Extracted material START

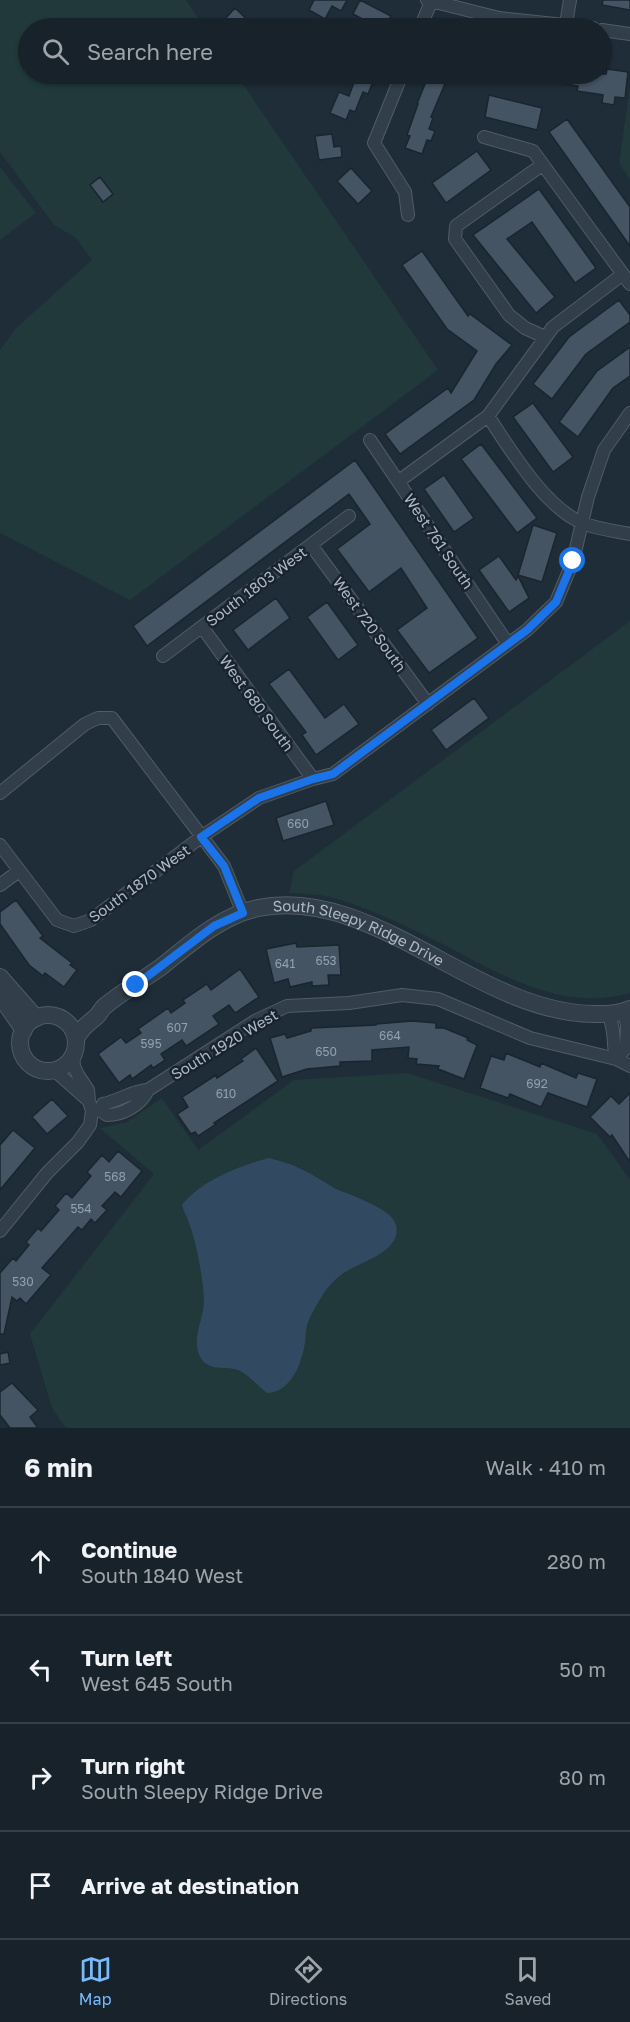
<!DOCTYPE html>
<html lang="en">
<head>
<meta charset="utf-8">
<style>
	:root { --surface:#17222b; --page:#242f37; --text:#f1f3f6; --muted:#9ea4a9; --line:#363f47; --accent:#79bafe }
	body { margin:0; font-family:"Golos Text",sans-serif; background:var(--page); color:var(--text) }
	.stop { position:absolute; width:18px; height:18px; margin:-14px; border:4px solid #1a73e8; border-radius:50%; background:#fff }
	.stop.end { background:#1a73e8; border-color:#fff; box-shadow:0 2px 6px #0008 }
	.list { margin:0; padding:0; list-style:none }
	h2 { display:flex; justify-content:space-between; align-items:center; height:78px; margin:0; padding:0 24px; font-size:26px }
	h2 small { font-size:20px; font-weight:400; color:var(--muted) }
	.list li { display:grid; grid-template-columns:39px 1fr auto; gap:18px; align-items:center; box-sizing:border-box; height:108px; padding:0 24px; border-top:2px solid var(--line) }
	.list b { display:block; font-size:22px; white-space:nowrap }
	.list p { margin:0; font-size:20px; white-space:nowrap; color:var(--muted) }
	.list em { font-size:20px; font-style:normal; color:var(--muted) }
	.icon { flex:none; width:33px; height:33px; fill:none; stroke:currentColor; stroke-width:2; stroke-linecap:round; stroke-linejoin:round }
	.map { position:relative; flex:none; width:630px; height:1428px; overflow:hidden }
	.search { position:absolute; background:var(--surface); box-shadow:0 2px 4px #0004; left:18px; right:18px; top:18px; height:66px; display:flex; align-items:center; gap:15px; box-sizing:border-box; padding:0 21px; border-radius:33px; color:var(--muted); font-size:22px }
	.sheet { height:510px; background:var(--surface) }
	nav { display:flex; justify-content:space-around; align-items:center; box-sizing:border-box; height:84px; border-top:2px solid var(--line); background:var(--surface); font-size:16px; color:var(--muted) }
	nav a { display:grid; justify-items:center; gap:3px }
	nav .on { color:var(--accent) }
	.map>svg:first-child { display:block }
</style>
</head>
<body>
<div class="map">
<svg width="630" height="1428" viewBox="0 0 630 1428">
	<rect width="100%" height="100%" fill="#1f2d39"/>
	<path fill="#21393a" d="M0,0h186l19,28h-177v46h208l202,296 -308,230 -130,-67v-183l15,-21 77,-69 -16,-22 -22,-13 -54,-73z
		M630,88v92l-11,-17z
		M0,167l36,46 -36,27z
		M630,621v372c-78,22 -143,-29 -210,-60 -27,-13 -66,-31 -95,-37 -11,-2 -25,-2 -36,-3l5,-22z
		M407,1073l190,61 33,46v248h-564l-14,-20 -22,-74 124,-160 -54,-46 27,-6 35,-24 36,52 96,-70z"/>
	<path fill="#314a61" d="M269,1158c11,3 23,6 34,12 11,5 21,12 31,18 15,7 58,20 62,37 6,26 -33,36 -49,46 -9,5 -18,14 -23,22 -6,10 -13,20 -17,32 -2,7 -1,15 -3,23 -4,19 -14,44 -37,45 -9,-7 -19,-19 -29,-23 -11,-4 -26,1 -35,-9 -14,-18 0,-40 1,-58 0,-19 -7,-59 -14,-77 -2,-8 -6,-13 -8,-21 20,-25 57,-39 87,-47z"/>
	<path fill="#445463" stroke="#1a252f" stroke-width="1.5" d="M314,0h33l-6,11 -9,-5 -7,13 -16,-9z
		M360,0l31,16 -8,12h-4l-26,-14z
		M603,0h27v10l-28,-5z
		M235,8l21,20h-24l-8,-8z
		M607,69l21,3 -3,26 -10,-1 -1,8 -12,-2 1,-8 -26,-4 1,-5 -18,-3 2,-9h44z
		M357,74h19l-8,20 -5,-2 -8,20 -5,-2 -4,10 -16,-7 9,-21 10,4z
		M429,74l18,5 -16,38 2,1 -4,11 6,2 -4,10 -4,-1 -5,14 -17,-6 5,-12 -3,-1 11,-31h-1z
		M489,95l53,13 -5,22 -52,-13z
		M567,119l63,88v39l-81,-114z
		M332,134l2,13 7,-1 1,11 -23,3 -4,-24z
		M477,151l14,19 -45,33 -14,-20z
		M351,168l21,23 -14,13 -21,-23z
		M100,177l13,17 -10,8 -13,-17z
		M539,189l57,79 -21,15 -43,-61 -25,17 48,58 -19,16 -63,-78z
		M422,251l46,65 2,-2 42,31 -16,19 -22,36 -74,54 -15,-20 63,-46 3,5 26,-42 -30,-22 -45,-64z
		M619,300l11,15v7l-44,32 -34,45 -19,-15 36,-47z
		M630,347v29l-17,12 -35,49 -19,-15 38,-51z
		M533,403l40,54 -20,15 -40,-55z
		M481,444l56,74 -20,15 -56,-74z
		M355,460l123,178 -49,35 -32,-43 30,-22 -26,-40 -32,24 -32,-43 33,-25 -21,-30 -202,152 -14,-20z
		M444,475l30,43 -20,14 -30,-43z
		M533,525l24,8 -15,49 -24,-7z
		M499,556l17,24 2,-4 11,22 -20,14 -30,-42z
		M276,598l14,20 -42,32 -15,-20z
		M327,602l31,43 -20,15 -31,-43z
		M289,669l36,49 19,-14 15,20 -43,31 -14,-20 4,-3 -37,-48z
		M474,698l15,20 -43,32 -15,-20z
		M326,801l8,24 -51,16 -7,-23z
		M16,900l27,36 -3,2 32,25 -2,2 7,5 -13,17 -19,-14 -2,3 -14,-11 -29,-41v-12z
		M296,943l1,4 42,-2 2,30h-13l1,10 -17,1v-4l-22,5 -2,-8 -14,4 -8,-34z
		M240,969l19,28 -24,16 -6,-8 -16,11 6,8 -33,22 -4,-6 -21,14 4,6 -12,8 -2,-3 -19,14 -2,-4 -11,8 -21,-29 23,-17 5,6 15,-10 -3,-4 30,-21 3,5 14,-10 -2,-3 24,-16 4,6z
		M412,1021l24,2v5h8l24,10 -1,2 10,5 -13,34 -26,-10 1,-3 -23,-2 1,-5 -9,-1 1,-11 -37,3v11l-32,1v4l-33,3 -25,8 -12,-39 15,-4 2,4 24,-7v-3l65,-3v-1z
		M256,1048l22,33 -64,42 2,1 -18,12 -3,-4 -4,2 -14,-20 11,-7 -6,-10 34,-22 1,3 26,-17 -2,-2z
		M506,1053l34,14 1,-4 35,15 2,-5 19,6 -10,28 -39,-14 -7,14 -31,-13 -2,4 -28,-10 11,-32 13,4z
		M630,1093v69l-18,-27 -2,2 -20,-20 21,-21 8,8z
		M52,1099l16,17 -21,18 -15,-17z
		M13,1130l22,18 -35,42v-45z
		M118,1151l24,20 -21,26 -6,-5 -13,14 5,4 -12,13 -4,-4 -9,11 -4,-3 -36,41 9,7 -25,29 -6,-6 -3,3 -5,-4 -8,37h-4v-61l13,-15 3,3 13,-16 -3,-3 12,-14 3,3 18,-21 -4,-4 11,-13 6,5 19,-22 -4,-4 15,-17 7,7z
		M8,1352l2,11 -10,2v-11z
		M12,1383l26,27 -8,7 8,11h-28l-10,-13v-23z"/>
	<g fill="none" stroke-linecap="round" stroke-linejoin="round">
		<g stroke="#505c67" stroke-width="14">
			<path id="minor" d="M427,0l72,18 94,10
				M566,24l4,-24
				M420,28l11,-26
				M602,30l28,4
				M402,74l-28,69 31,49 3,23
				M484,137l49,14 97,133
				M542,165l-86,61 -1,13 54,76 16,13 20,9
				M488,416c22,33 58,94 97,108 14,5 30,7 45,10
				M370,440l138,204
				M399,481l89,-65 65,-89 70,-53
				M311,545l117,159
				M202,627l111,152
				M163,656l186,-140
				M0,793l85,-69 13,-6h14l112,148 19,47
				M0,845l57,75 17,6 17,-6 110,-83 58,-39 54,-19 20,-5 194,-144 29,-28 17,-41 15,-64 16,-47 26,-37
				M0,885l19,-14
				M608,1014c8,17 4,27 8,45
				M616,1059l10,-11 1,-24 -4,-12
				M54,1070l35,31
				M100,1110l7,5c16,0 34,-10 41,-25l107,-69 32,-15 62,-3 53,-8 36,4 92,39 86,21 14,7
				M93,1111l7,-1 3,-6c16,-3 30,-14 45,-14
				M0,1231l47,-58 31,-31 12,-17 2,-14 -3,-10 -1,-11 -10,-15 -4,-9 -1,-11"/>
		</g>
		<g stroke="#505c67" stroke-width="18">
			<g id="tertiary">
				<path d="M0,977l36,41"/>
				<path d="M0,996l24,34"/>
				<circle cx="48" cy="1043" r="28"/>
				<path id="s1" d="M76,1039c5,-11 12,-15 21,-23 3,-3 5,-8 8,-10 18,-15 38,-26 56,-39 29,-23 59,-51 97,-59 116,-23 219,105 336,106 13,0 25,0 36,-5"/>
			</g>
		</g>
		<use href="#minor" stroke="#323e49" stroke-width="12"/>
		<use href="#tertiary" stroke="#323e49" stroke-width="16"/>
	</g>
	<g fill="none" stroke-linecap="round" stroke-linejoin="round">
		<path stroke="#1a73e8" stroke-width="8" d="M136,985l78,-59 29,-13 -19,-47 -23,-29 58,-39 54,-19 20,-5 194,-144 29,-28 17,-41"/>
	</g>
	<g text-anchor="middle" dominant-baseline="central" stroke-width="5" stroke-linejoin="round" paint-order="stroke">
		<g font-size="12" fill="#93a0ad">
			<text x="298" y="823">660</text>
			<text x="326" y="960">653</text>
			<text x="285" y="963">641</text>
			<text x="177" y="1027">607</text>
			<text x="390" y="1035">664</text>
			<text x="151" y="1043">595</text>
			<text x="326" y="1051">650</text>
			<text x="537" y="1083">692</text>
			<text x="226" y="1093">610</text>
			<text x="115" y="1176">568</text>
			<text x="81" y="1208">554</text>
			<text x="23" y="1281">530</text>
		</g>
		<g font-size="15" fill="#adb9c6" stroke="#18232d">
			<text transform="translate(439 541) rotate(56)">West 761 South</text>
			<text transform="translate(256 586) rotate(-37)">South 1803 West</text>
			<text transform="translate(370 624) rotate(54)">West 720 South</text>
			<text transform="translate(257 703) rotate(54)">West 680 South</text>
			<text transform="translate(139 883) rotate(-36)">South 1870 West</text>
			<text stroke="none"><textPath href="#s1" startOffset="333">South Sleepy Ridge Drive</textPath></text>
			<text transform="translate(224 1044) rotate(-31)">South 1920 West</text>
		</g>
	</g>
</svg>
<div class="stop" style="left:573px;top:561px"></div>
<div class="stop end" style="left:136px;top:985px"></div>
<div class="search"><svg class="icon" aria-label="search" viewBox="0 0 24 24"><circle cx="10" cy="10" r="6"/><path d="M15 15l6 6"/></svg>Search here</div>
</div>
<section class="sheet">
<h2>6 min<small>Walk · 410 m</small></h2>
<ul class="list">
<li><svg class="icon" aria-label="ahead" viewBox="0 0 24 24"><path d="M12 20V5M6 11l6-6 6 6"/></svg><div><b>Continue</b><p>South 1840 West</p></div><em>280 m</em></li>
<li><svg class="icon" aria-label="left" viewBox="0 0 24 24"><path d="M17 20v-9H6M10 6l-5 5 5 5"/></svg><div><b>Turn left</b><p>West 645 South</p></div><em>50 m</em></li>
<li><svg class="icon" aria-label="right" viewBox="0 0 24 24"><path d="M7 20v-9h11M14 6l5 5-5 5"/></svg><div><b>Turn right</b><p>South Sleepy Ridge Drive</p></div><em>80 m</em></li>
<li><svg class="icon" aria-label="arrive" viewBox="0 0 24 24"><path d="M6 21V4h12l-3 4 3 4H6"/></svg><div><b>Arrive at destination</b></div></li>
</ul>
</section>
<nav>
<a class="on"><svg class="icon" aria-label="map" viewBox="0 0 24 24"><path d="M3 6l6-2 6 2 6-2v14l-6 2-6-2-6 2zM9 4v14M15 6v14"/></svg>Map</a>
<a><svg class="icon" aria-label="directions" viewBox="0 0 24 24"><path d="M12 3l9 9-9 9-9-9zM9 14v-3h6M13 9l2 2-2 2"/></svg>Directions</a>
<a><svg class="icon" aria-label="saved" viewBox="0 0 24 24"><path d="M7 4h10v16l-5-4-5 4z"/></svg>Saved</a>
</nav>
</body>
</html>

Extracted material END

- **Your assignment**: Each line in the records above with "white" must be returned.

- **Worked solution**:
	.list b { display:block; font-size:22px; white-space:nowrap }
	.list p { margin:0; font-size:20px; white-space:nowrap; color:var(--muted) }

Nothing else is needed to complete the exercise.